▼
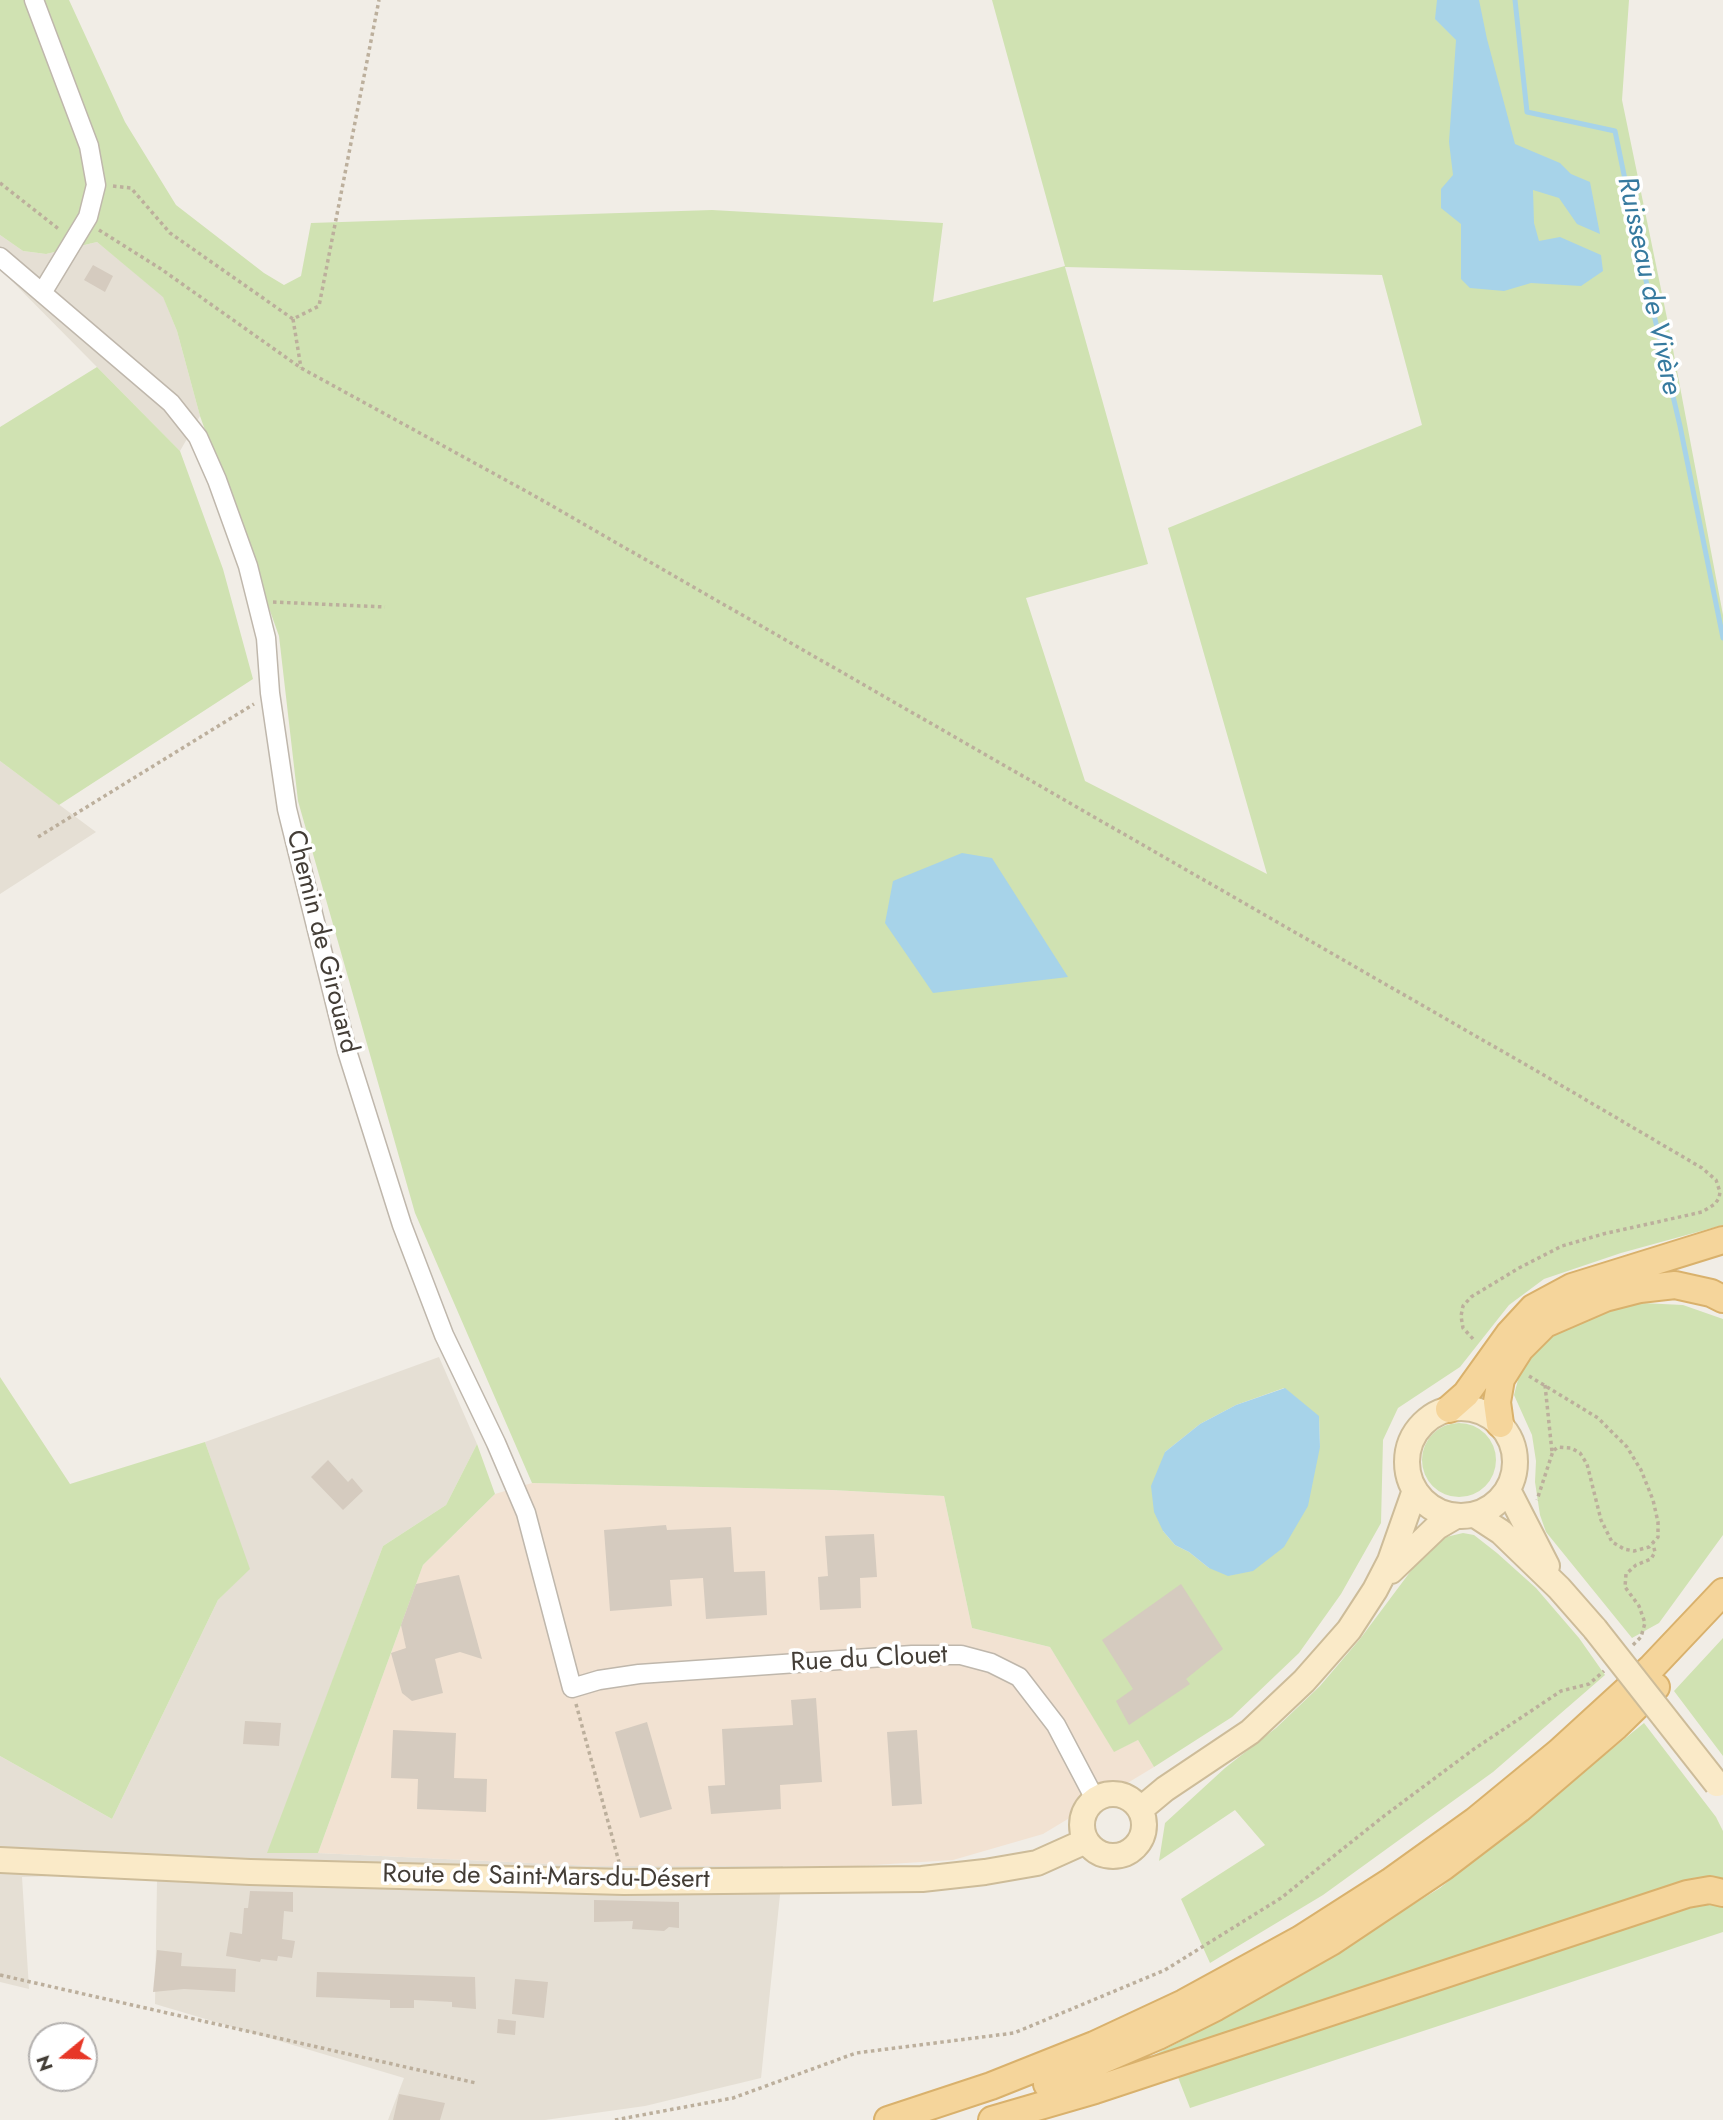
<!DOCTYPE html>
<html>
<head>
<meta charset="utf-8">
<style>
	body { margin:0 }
	#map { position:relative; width:1723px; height:2120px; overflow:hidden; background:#f1ede6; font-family:Jost,sans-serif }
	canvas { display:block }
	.north { position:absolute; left:28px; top:2022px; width:70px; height:70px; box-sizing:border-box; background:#fff; border:2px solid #b4b1af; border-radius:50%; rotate:251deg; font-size:19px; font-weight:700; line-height:28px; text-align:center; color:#433d36 }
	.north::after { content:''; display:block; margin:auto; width:24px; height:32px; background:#e73727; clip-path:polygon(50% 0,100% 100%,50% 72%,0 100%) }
</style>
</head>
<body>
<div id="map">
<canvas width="1723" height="2120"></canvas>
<div class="north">N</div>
</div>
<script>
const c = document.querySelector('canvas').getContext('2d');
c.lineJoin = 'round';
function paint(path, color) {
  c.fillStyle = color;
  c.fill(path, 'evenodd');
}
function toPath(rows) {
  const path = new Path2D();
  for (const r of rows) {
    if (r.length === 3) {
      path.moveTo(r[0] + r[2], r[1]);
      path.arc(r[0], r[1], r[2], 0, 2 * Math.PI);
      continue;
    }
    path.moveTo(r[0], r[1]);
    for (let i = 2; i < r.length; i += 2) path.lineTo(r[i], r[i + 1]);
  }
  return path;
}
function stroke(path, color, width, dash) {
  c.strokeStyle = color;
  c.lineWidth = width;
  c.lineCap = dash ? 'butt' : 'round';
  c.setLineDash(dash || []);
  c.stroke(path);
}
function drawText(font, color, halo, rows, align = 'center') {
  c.font = font + ' Jost,sans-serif';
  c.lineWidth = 7;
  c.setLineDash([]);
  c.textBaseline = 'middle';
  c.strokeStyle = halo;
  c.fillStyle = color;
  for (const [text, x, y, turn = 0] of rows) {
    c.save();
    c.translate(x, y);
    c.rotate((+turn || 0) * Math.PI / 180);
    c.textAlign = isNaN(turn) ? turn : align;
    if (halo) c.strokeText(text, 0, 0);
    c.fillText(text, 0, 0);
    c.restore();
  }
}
paint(toPath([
	[0,235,23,251,46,254,97,242,163,296,177,331,200,416,180,451,0,269],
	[0,761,96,832,0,894],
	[439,1357,477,1444,446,1505,383,1546,268,1853,318,1853,593,1866,783,1866,761,2078,645,2106,545,2120,388,2120,404,2078,155,2004,157,1881,94,1875,22,1877,29,1989,0,1982,0,1756,112,1819,218,1600,249,1569,205,1442]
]), '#e5dfd4');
paint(toPath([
	[532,1483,832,1490,944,1496,972,1628,1050,1647,1114,1751,1138,1740,1154,1767,1043,1834,953,1860,858,1866,593,1866,318,1853,423,1565,495,1494]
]), '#f2e2d2');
paint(toPath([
	[0,0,69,0,125,122,176,205,264,273,284,285,301,276,311,223,712,210,943,223,933,302,1065,266,992,0,1629,0,1622,100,1668,323,1723,615,1723,1225,1621,1253,1544,1279,1509,1305,1460,1367,1398,1408,1383,1440,1381,1523,1341,1594,1299,1653,1232,1717,1154,1767,1138,1740,1114,1752,1050,1647,972,1628,944,1496,832,1490,532,1483,415,1213,298,801,279,636,200,416,177,331,163,297,97,242,46,254,23,251,0,235],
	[1065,267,1382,275,1422,425,1168,528,1267,874,1085,781,1026,598,1148,564],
	[1284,1388,1319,1417,1320,1447,1209,1568,1189,1552,1175,1545,1163,1531,1165,1452,1200,1424,1236,1405],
	[97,367,180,451,223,569,253,679,59,805,0,761,0,427],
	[1642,1303,1683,1305,1723,1319,1723,1535,1659,1623,1632,1638,1546,1532,1540,1515,1535,1482,1536,1461,1532,1435,1514,1395,1519,1376,1531,1354,1555,1332,1603,1313],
	[0,1377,70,1484,205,1442,250,1569,218,1600,112,1819,0,1756],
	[1459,1460,37],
	[477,1444,495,1494,423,1565,318,1853,267,1853,383,1546,446,1505],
	[1463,1533,1474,1535,1497,1553,1536,1588,1579,1638,1605,1675,1493,1772,1323,1895,1210,1963,1181,1899,1265,1845,1235,1810,1159,1861,1165,1823,1225,1768,1276,1728,1320,1686,1360,1639,1416,1564,1436,1543,1446,1537],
	[1723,1638,1723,1756,1674,1691],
	[1644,1723,1716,1817,1723,1831,1723,1932,1190,2108,1170,2057,1154,2055,1237,2012,1440,1888]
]), '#d0e2b2');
paint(toPath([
	[1437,0,1479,0,1487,39,1515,144,1560,163,1571,174,1590,182,1600,234,1577,224,1559,198,1533,190,1534,223,1539,241,1560,237,1601,255,1603,271,1581,286,1531,283,1504,291,1470,288,1461,279,1461,224,1441,208,1441,189,1453,175,1449,142,1456,40,1435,19],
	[962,853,992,858,1068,977,933,993,885,923,893,881],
	[1285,1388,1319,1416,1320,1447,1308,1506,1284,1547,1253,1571,1228,1576,1209,1568,1189,1552,1175,1545,1163,1531,1154,1512,1151,1486,1165,1452,1200,1424,1236,1405]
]), '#a7d3e9');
stroke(toPath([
	[1515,0,1527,112,1615,131,1644,272,1680,426,1723,638]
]), '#a7d3e9', 5);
paint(toPath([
	[93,265,113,276,105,292,84,280],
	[328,1460,348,1482,352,1478,363,1491,343,1510,311,1477],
	[666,1525,667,1530,731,1527,734,1572,765,1571,767,1615,706,1619,703,1578,670,1580,672,1606,610,1611,604,1530],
	[874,1534,877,1577,860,1578,861,1608,820,1610,818,1577,828,1576,825,1536],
	[459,1575,482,1659,460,1652,435,1659,443,1693,412,1701,402,1693,391,1653,406,1648,401,1625,416,1584],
	[1181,1584,1223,1649,1186,1679,1190,1684,1129,1725,1116,1701,1133,1689,1102,1640],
	[816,1698,822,1782,780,1785,781,1809,711,1814,708,1786,725,1785,722,1729,793,1725,791,1700],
	[245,1721,281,1723,279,1746,243,1744],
	[647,1722,672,1809,640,1818,615,1732],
	[393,1730,456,1733,454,1778,487,1779,486,1812,417,1809,418,1779,391,1778],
	[917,1730,922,1804,892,1806,887,1732],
	[250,1891,293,1892,293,1912,284,1911,282,1939,295,1941,292,1958,278,1956,277,1961,261,1959,260,1962,226,1956,230,1932,242,1934,244,1908,248,1908],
	[594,1900,679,1902,679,1928,669,1927,664,1931,632,1929,633,1921,594,1922],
	[157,1950,182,1953,181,1966,236,1969,235,1992,184,1989,153,1992],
	[317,1972,475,1977,476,2009,452,2007,452,2002,414,2000,414,2008,390,2008,390,2000,316,1997],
	[515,1979,548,1982,544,2018,512,2014],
	[498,2019,516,2021,515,2035,497,2033],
	[399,2094,445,2103,440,2120,393,2120]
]), '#d5cbbf');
const minor = toPath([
	[34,0,89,146,96,185,88,217,42,293],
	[0,257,171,403,198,437,217,480,248,566,266,638,270,693,287,809,347,1051,402,1225,444,1335,496,1443,526,1513,572,1688,599,1680,639,1674,912,1655,961,1655,991,1663,1019,1677,1056,1725,1095,1799]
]);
const secondary = toPath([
	[1461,1462,54],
	[1508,1490,1547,1566],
	[1475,1515,1501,1532,1559,1588,1595,1629],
	[1391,1571,1437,1527,1456,1516],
	[1113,1825,31],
	[1141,1809,1165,1789,1250,1732,1304,1681,1349,1630,1375,1590,1390,1561,1415,1490],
	[0,1860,250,1872,624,1882,922,1879,985,1872,1037,1863,1086,1841]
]);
const primary = toPath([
	[1449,1409,1466,1394,1509,1334,1533,1308,1572,1287,1723,1240],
	[1500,1424,1497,1402,1501,1379,1520,1349,1545,1324,1605,1298,1640,1289,1675,1285,1711,1293,1723,1299],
	[1047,2084,1158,2036,1216,2007,1331,1942,1443,1867,1519,1809,1616,1726,1656,1687],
	[888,2120,991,2086,1094,2045,1184,2003,1301,1939,1390,1882,1475,1821,1559,1752,1652,1667,1723,1592],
	[992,2120,1095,2090,1687,1894,1710,1890,1723,1893]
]);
stroke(minor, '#bfb7ac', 21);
stroke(secondary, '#cdbc99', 28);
stroke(primary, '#d9b16c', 30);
stroke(toPath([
	[0,183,60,230],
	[113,186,131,188,170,233,293,319,319,306,379,0],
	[99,230,161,269,301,368,533,495,1535,1070,1702,1168,1716,1180,1720,1192,1719,1198,1715,1204,1702,1212,1603,1234,1562,1246,1519,1268,1471,1297,1463,1306,1461,1316,1463,1328,1474,1340],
	[293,319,301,368],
	[273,602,385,607],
	[38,837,254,704],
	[1529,1376,1598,1418,1627,1447,1641,1470,1653,1500,1658,1522,1658,1537,1649,1547,1634,1551,1624,1549,1612,1542,1601,1520,1587,1464,1580,1453,1571,1448,1558,1447,1553,1451,1537,1500],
	[1545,1385,1552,1452],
	[1633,1645,1641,1637,1645,1623,1639,1606,1625,1587,1626,1574,1636,1565,1651,1559,1655,1552,1653,1544],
	[576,1704,619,1862],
	[0,1975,476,2083],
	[615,2120,733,2098,856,2053,1014,2033,1165,1970,1281,1898,1384,1816,1474,1749,1561,1691,1589,1684,1604,1671]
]), '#bcaf9c', 3.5, [3.5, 3.5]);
stroke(minor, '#fff', 18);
stroke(secondary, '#faeac8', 24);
stroke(primary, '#f5d59b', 26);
const secondaryBridge = toPath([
	[1595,1629,1717,1784]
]);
stroke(secondaryBridge, '#cdbc99', 28, []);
stroke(secondaryBridge, '#faeac8', 24);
drawText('26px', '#433d36', '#fff', [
	["Chemin de Girouard",321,942,76],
	["Rue du Clouet",869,1660,-3],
	["Route de Saint-Mars-du-Désert",546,1878,1]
]);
drawText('italic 28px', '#367a9f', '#fff', [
	["Ruisseau de Vivère",1648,286,78]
]);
</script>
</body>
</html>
▲
§ WHAT YOU NEED TO DO:
For every line of the listing above that contains "color", add one, and report the final tally with no other words.

§ EXERCISE RESPONSE:
7